Bobby Nash is an award-winning author who writes a little bit of everything including novels, comic books, short prose, graphic novels, screenplays, media tie-ins. Between writing deadlines, Bobby is an occasional actor and extra in movies and television. The re-release of his first new novel has been published. Bobby met me at The Slaughterhouse where we talked about the publishing landscape today and genre fiction.
How do you see the publishing landscape today in its need for formula when there is so much more out there?
There are so many published genres, including mash-ups of genres readily available now from all corners of the world. If there’s a niche, then there is probably a book or book series out there to fill it. As great as it is that so many stories are available in paper, electronic, and audio, it also makes it harder for the readers to find exactly what they’re looking for in a sea of books. It is more imperative than ever, I think, for authors to know how to market their work lest they get lost on that sea of books. The change in how entertainment, not just books, but also movies, music, TV, news, etc. reaches the end user has changed and we, as the ones making that content, that entertainment, have to learn new ways to let readers know our work is out there and ready for them.

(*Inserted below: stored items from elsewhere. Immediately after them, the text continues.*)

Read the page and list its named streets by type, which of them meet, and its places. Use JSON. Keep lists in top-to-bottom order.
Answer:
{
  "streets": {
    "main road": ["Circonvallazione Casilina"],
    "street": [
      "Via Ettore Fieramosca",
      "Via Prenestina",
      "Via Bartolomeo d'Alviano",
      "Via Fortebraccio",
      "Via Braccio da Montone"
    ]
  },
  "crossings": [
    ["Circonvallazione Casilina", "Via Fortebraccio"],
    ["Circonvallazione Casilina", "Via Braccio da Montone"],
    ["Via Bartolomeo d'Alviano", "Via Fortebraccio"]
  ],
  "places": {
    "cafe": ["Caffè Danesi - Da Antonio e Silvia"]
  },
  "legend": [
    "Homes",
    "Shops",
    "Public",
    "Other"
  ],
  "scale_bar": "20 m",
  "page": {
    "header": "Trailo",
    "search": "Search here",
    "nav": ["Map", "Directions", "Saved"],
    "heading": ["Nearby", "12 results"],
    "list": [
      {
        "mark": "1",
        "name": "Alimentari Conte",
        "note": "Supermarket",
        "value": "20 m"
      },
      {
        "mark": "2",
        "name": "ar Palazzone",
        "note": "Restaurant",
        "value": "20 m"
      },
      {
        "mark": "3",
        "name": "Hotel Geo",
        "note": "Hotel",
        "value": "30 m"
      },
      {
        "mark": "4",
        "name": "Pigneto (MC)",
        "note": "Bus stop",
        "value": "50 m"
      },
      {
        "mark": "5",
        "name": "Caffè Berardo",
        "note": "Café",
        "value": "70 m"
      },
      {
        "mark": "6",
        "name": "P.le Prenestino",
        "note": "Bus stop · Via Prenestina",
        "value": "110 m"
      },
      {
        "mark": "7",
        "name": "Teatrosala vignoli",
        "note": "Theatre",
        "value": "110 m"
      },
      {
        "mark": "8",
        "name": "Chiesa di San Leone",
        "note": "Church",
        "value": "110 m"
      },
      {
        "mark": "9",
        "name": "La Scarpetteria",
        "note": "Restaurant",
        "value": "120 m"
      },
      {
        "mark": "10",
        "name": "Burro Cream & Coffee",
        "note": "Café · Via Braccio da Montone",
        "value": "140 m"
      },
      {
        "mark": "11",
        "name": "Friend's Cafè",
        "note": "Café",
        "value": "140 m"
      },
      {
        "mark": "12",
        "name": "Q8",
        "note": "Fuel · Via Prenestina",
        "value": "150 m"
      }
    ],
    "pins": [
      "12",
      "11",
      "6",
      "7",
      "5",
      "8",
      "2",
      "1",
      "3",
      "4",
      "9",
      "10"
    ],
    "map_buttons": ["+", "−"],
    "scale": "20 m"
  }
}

There was a time when a publisher could say, “westerns don’t sell” so that meant that if you were an author of westerns, your options were severely limited. That is not so much the case these days. Today, western authors can bypass those who say that those types of novels won’t sell and sell them directly to the audience that is looking for them. While that audience might be too small for a large publisher, it’s not too small for an independent author. It’s a brave new, sometimes scary, world.
Tell us about Evil Ways.
Evil Ways was actually my first published novel, released back in 2005. I was a published writer in comic books and newspaper/magazines, but Evil Ways was my big leap into novel-length prose. I love a good thriller so I decided to try my hand at one. The idea for Evil Ways started not as a novel, but as a movie. A filmmaker friend of mine wanted to move from filming shorts to a movie. I pitched an idea about someone stalking and killing a group of friends in town for a reunion and the authorities trying to catch him. My friend passed on the idea, but I tweaked it and added and deleted elements until it became Evil Ways.
Evil Ways follows FBI Agent Harold Palmer. After a close call on the job, he takes a much deserved break to reconnect with his younger brother, something that has been long overdue. Franklin Palmer is a newspaperman, who lives in a small North Georgia town called Sommersville where he bought the local newspaper and is trying to keep his head above water. The murder of a young woman is the big story when Harold comes to town and he, Franklin, and the local sheriff, Tom Myers, find themselves on the trail of a killer out for revenge on a group of locals who have returned home for their 10th high school reunion. What strange secret do they have that makes them the target of the killer stalking them?
To celebrate the 10th anniversary last year, a new cover was designed for the anniversary edition, which was released. A sequel, called Evil Intent, is scheduled to premiere later this year. Evil Intent will see Harold Palmer back in action with the FBI just a few short months after the end of Evil Ways.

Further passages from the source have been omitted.